Data in this exercise:

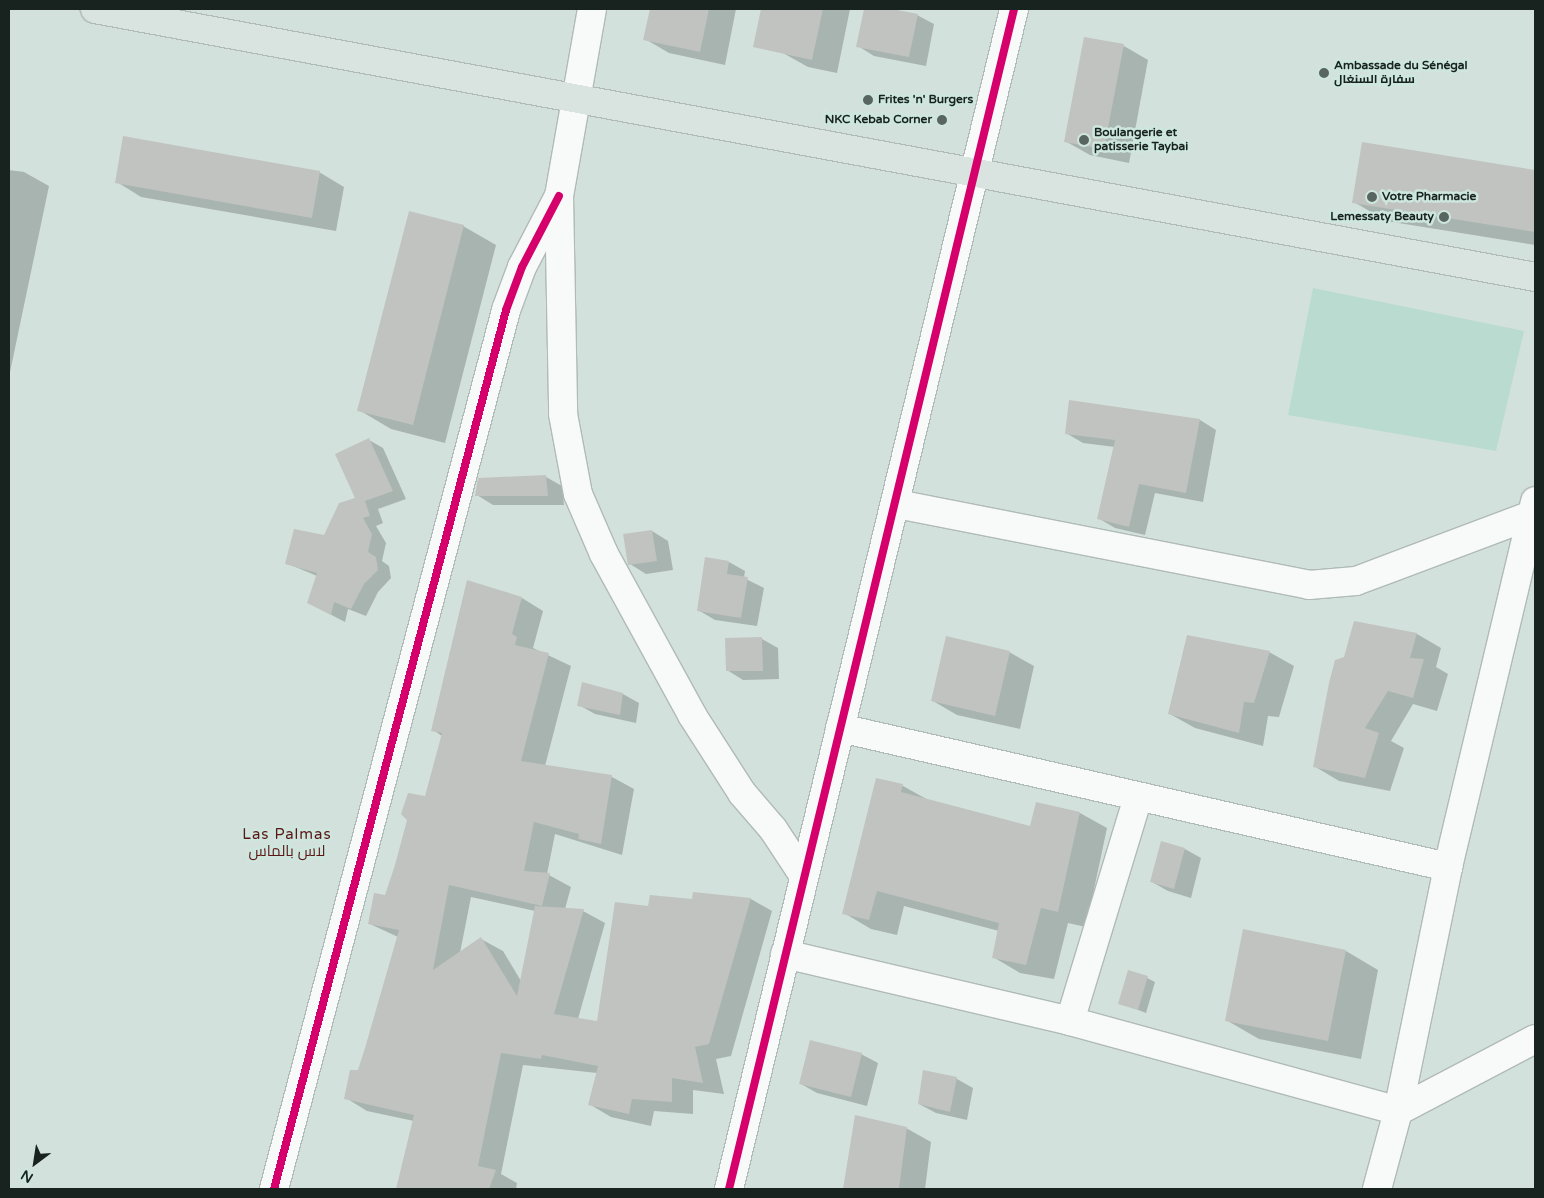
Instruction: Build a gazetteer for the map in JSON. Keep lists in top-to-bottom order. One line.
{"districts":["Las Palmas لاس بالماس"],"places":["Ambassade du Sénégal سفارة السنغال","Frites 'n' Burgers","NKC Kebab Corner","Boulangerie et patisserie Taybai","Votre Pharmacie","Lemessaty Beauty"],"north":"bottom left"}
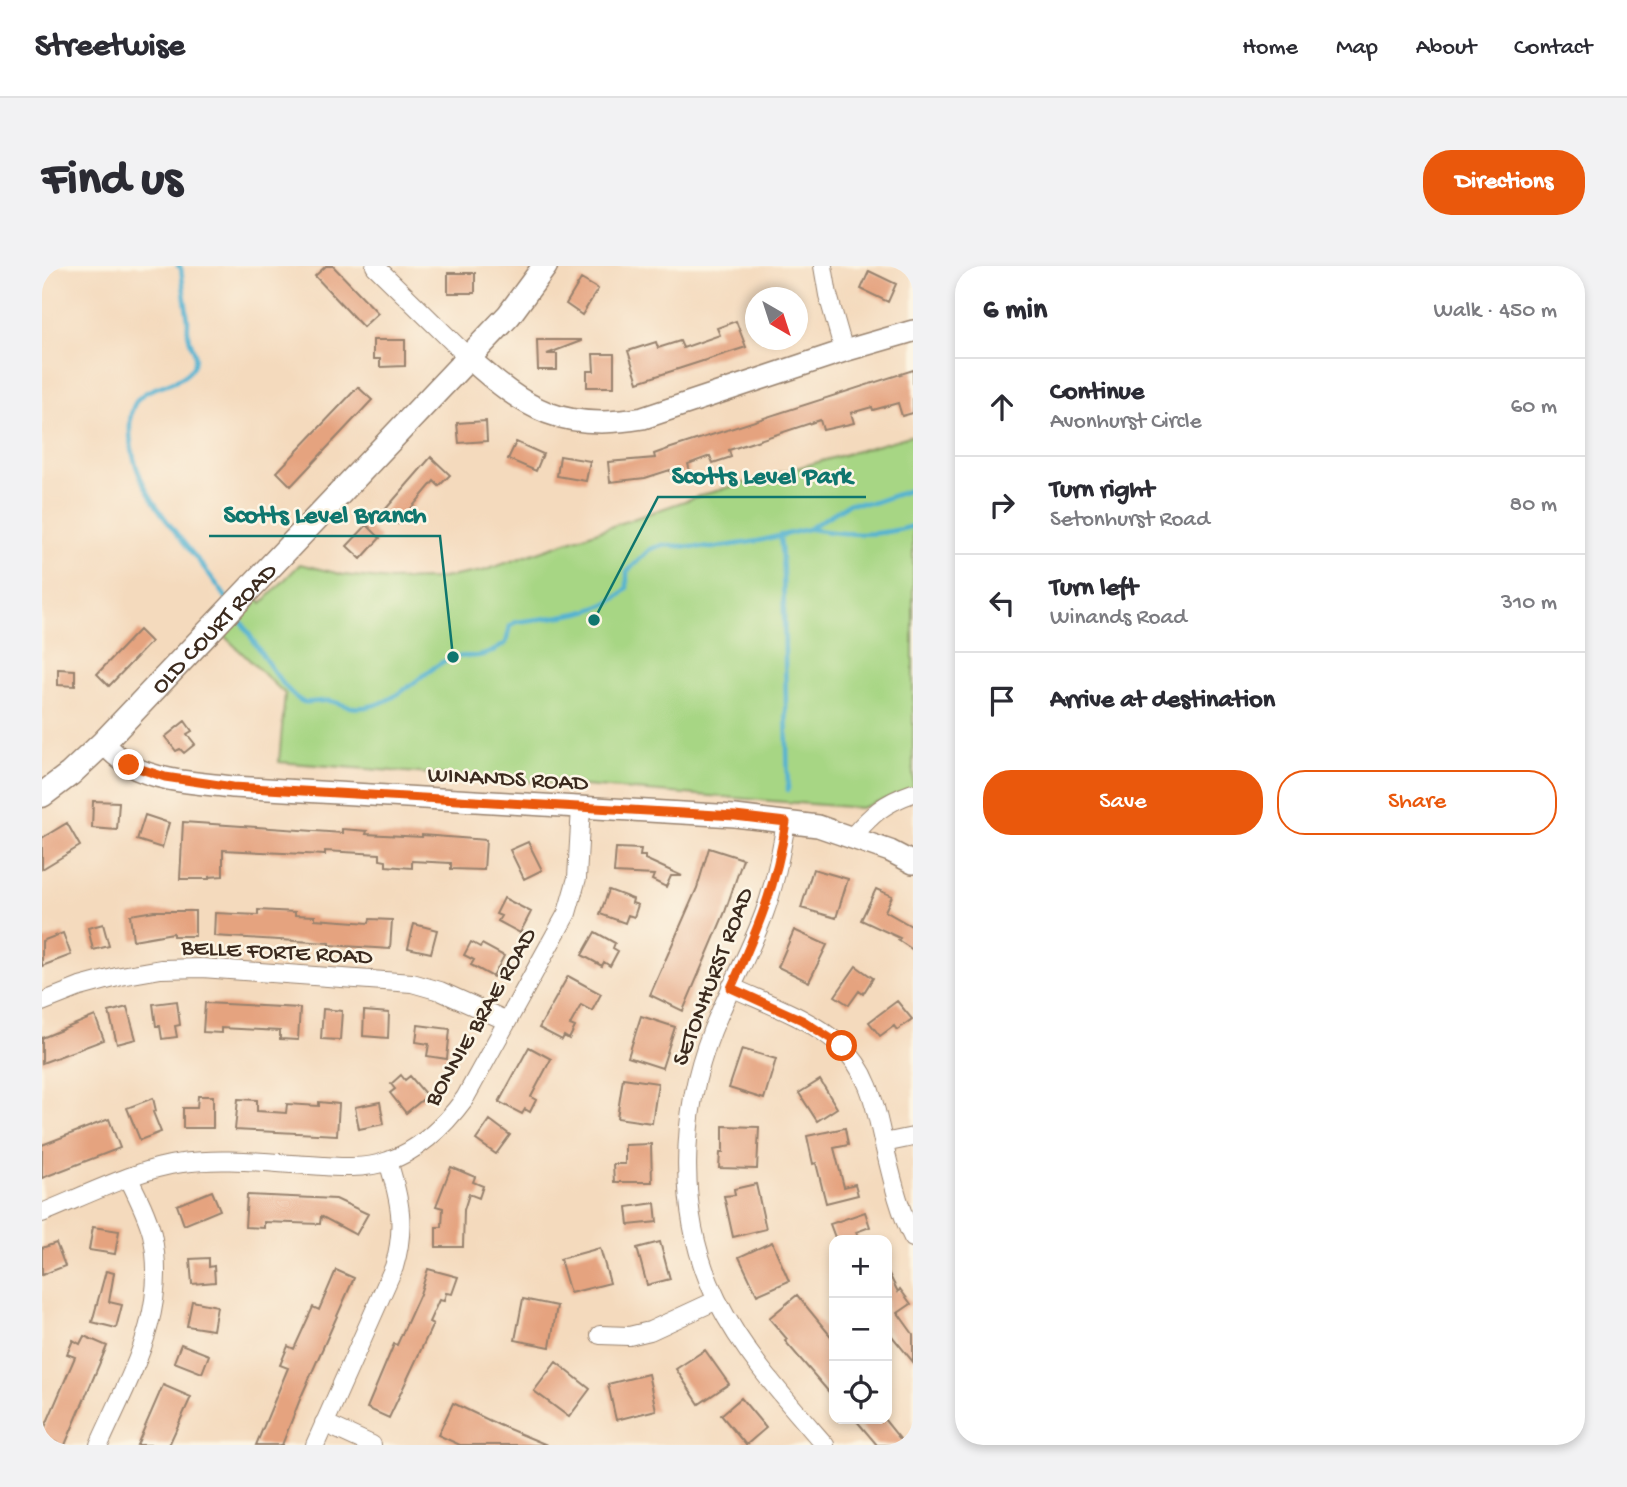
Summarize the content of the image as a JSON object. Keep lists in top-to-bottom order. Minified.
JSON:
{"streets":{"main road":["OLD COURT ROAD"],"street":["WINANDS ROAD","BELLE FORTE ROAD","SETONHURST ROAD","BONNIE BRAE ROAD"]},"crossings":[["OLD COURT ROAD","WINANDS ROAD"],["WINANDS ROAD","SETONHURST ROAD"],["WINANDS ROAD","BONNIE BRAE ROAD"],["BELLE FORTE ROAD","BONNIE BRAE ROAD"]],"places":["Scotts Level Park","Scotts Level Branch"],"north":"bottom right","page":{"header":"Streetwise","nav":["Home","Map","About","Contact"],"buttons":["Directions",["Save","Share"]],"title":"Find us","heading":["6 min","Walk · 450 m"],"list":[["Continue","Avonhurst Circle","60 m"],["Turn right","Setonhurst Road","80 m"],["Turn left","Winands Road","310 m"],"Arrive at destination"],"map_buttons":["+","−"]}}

How to complete this task: Give the entries again without a single change, but with no pictures.

Response to this exercise:
Instruction: Build a gazetteer for the map in JSON. Keep lists in top-to-bottom order. One line.
{"districts":["Las Palmas لاس بالماس"],"places":["Ambassade du Sénégal سفارة السنغال","Frites 'n' Burgers","NKC Kebab Corner","Boulangerie et patisserie Taybai","Votre Pharmacie","Lemessaty Beauty"],"north":"bottom left"}
Summarize the content of the image as a JSON object. Keep lists in top-to-bottom order. Minified.
JSON:
{"streets":{"main road":["OLD COURT ROAD"],"street":["WINANDS ROAD","BELLE FORTE ROAD","SETONHURST ROAD","BONNIE BRAE ROAD"]},"crossings":[["OLD COURT ROAD","WINANDS ROAD"],["WINANDS ROAD","SETONHURST ROAD"],["WINANDS ROAD","BONNIE BRAE ROAD"],["BELLE FORTE ROAD","BONNIE BRAE ROAD"]],"places":["Scotts Level Park","Scotts Level Branch"],"north":"bottom right","page":{"header":"Streetwise","nav":["Home","Map","About","Contact"],"buttons":["Directions",["Save","Share"]],"title":"Find us","heading":["6 min","Walk · 450 m"],"list":[["Continue","Avonhurst Circle","60 m"],["Turn right","Setonhurst Road","80 m"],["Turn left","Winands Road","310 m"],"Arrive at destination"],"map_buttons":["+","−"]}}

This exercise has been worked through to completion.